L'accent mis sur l'héroïne incarnée par Gugu Mbatha-Raw, vue dans Free State of Jones ou encore un des meilleurs épisodes de Black Mirror, condamne l'histoire à tourner au pamphet pro-famille d'une niaiserie exaspérante, quand les seconds rôles se révèlent parfaitement inconsistants - mention spéciale à Zhang Ziyi, qui ne parle pas anglais pour de mystérieuses raisons. C'est particulièrement tragique avec en main des acteurs aussi solides que David Oyelowo, Daniel Brühl et Elizabeth Debicki.

Gugu Mbatha-Raw méritait mieux.

L'ODYSSÉE PAS ÉPAISSE

Si The Cloverfield Paradox a pour lui une direction artistique ultra-classique mais certainement agréable, avec notamment la photo très clinquante de Dan Mindel qui avait officié sur les Star Trek et Star Wars : Le Réveil de la Force de J.J. Abrams, il laisse l'étrange impression d'un film sans queue ni tête. S'y croisent des scènes de dialogues d'une banalité effarante pour quiconque a vu quelques films du genre, des percées quasi-comiques parfaitement absurdes, des moments pensées comme purement horrifiques, des tentatives d'aller dans le spectacle hollywoodien et des désirs de questionnements très sérieux sur la vie. 
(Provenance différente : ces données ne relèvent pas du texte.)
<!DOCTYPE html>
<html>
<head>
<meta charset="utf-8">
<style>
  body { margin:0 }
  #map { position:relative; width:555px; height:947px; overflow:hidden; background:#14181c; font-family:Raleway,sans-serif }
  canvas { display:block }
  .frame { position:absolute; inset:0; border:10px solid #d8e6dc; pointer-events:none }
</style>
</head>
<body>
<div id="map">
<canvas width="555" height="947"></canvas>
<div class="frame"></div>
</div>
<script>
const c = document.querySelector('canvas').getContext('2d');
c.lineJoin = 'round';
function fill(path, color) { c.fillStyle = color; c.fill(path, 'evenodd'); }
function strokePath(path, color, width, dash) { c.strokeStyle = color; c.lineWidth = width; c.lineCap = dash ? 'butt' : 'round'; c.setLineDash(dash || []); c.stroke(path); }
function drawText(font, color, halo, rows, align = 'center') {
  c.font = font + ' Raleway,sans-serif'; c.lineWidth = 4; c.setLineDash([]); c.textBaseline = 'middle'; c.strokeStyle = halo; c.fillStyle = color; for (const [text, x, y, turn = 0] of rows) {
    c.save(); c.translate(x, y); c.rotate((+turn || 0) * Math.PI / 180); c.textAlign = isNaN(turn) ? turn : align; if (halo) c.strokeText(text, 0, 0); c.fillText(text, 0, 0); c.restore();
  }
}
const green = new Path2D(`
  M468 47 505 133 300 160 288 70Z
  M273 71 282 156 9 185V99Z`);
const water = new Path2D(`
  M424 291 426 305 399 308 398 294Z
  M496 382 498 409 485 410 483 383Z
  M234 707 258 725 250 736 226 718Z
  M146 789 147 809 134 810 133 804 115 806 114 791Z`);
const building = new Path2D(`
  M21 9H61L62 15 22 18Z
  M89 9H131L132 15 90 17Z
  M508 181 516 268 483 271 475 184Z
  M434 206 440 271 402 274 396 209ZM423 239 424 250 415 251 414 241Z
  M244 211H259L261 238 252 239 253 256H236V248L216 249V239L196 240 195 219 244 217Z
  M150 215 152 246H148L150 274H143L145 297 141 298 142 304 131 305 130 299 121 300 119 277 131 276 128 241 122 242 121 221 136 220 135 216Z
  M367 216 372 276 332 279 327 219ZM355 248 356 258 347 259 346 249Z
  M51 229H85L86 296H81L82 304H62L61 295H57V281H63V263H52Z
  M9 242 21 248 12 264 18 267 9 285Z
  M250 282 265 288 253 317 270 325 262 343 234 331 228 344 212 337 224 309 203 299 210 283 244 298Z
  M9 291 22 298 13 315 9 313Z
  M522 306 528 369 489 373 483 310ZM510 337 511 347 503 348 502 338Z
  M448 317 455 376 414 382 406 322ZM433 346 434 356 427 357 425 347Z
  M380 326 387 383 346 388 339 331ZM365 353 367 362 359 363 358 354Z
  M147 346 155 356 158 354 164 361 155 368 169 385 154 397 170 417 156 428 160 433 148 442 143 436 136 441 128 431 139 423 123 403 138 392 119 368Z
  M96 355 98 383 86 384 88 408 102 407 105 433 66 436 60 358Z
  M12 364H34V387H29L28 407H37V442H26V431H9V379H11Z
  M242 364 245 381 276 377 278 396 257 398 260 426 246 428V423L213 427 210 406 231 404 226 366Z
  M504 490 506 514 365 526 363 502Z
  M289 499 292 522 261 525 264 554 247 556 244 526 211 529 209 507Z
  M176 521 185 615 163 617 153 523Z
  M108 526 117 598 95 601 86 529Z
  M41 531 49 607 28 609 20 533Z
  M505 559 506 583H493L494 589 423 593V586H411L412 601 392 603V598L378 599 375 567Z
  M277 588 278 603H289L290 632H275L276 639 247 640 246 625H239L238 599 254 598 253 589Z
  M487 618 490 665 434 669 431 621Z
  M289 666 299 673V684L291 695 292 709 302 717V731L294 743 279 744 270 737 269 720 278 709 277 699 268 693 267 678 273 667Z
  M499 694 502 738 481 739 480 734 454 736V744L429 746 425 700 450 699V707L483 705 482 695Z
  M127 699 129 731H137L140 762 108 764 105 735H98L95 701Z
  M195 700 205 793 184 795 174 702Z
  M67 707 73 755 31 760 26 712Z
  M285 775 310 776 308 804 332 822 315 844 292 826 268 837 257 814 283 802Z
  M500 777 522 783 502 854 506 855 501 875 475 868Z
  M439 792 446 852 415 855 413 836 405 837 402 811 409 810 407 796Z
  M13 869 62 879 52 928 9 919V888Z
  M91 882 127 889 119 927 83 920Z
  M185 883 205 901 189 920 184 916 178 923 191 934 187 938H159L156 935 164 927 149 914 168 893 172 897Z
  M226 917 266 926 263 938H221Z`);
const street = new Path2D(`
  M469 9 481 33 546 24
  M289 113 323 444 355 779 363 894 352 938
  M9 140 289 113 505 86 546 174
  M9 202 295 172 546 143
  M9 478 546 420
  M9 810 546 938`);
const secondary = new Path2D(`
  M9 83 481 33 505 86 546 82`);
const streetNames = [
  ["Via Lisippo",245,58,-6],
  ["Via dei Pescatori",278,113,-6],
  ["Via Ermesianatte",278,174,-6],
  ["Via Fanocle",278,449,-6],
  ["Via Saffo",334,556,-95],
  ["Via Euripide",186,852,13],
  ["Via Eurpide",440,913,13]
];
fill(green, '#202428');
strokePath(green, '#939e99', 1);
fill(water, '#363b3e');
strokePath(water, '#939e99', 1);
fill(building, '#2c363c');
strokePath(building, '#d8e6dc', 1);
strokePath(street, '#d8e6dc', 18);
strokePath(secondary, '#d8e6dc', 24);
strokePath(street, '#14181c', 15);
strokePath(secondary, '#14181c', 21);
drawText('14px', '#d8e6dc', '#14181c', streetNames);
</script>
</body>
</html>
L'esthétique spatiale de sous-Star Trek.

Le cocktail ne donne rien de bien satisfaisant, et laisse surtout imaginer une version alternative, qui aurait simplement assumé une dimension plus modeste et évidente, centrée sur un équipage subitement perdu dans l'espace. Là, avec une gentille envie de flirter avec le Event Horizon de Paul Anderson perceptible ça et là, ce Cloverfield 3 aurait certainement pu devenir le penchant SF de 10 Cloverfield Lane, et donc une réjouissante série B qui n'a nul besoin de multiplier les plans à effets pour faire de l'œil au spectateur, jusqu'à un final qui semble avoir été scotché pour justifier le titre. Le seul paradoxe de ce troisième film, c'est son gros budget, son gros casting, ses grosses ambitions, et son tout petit résultat.

EN BREF

The Cloverfield Paradox est l'épisode le moins réussi, le moins sympathique, et le plus apte à prouver que ce projet d'univers Cloverfield est une bien mauvaise idée.